[Start of section]

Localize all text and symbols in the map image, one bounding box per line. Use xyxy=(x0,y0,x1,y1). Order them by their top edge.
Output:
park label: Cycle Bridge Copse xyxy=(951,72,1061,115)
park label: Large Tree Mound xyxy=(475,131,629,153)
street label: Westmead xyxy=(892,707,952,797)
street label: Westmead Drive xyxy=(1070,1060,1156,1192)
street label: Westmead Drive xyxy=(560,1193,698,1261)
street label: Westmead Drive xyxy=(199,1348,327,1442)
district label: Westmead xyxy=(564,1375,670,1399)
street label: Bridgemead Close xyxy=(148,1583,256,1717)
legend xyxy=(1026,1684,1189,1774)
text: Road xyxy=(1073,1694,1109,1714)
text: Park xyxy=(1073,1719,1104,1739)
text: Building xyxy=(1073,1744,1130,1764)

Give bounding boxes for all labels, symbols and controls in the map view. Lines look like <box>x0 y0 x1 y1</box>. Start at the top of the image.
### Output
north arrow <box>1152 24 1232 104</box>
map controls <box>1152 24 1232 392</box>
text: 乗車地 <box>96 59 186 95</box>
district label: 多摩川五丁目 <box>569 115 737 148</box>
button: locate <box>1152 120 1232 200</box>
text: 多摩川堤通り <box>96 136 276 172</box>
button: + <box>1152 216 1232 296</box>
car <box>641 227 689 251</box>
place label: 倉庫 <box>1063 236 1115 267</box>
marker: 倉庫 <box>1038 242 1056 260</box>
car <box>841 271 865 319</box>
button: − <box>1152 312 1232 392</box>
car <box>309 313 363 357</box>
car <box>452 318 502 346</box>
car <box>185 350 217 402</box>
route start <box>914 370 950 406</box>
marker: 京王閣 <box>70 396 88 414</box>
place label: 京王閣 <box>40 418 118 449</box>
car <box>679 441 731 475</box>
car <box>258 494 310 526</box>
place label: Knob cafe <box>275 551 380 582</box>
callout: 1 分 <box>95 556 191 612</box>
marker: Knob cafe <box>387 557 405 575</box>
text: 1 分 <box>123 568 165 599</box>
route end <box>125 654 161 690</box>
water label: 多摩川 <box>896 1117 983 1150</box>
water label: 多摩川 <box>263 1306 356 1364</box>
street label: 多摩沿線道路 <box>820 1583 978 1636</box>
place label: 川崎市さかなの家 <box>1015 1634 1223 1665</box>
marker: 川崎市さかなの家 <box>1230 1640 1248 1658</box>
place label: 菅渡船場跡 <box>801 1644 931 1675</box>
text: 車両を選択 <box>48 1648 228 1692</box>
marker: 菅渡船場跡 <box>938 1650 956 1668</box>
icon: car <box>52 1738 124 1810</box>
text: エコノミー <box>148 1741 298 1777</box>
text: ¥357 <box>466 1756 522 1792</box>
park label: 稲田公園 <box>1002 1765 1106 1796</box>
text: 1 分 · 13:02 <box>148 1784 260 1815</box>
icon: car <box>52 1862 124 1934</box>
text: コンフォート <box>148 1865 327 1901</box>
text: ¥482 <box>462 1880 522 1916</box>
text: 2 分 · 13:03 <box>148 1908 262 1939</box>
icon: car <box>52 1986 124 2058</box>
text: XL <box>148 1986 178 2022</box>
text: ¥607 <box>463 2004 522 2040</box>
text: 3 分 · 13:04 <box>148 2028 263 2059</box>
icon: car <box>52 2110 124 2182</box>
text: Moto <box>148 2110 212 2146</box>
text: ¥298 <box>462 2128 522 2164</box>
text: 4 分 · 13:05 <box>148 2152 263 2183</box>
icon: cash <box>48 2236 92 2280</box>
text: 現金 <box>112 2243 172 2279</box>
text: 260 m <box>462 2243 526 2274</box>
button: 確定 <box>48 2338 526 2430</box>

[End of section]

### Activity
Take from the listing above each line in which the string "symbols" is found.

### Written solution
Localize all text and symbols in the map image, one bounding box per line. Use xyxy=(x0,y0,x1,y1). Order them by their top edge.
Give bounding boxes for all labels, symbols and controls in the map view. Lines look like <box>x0 y0 x1 y1</box>. Start at the top of the image.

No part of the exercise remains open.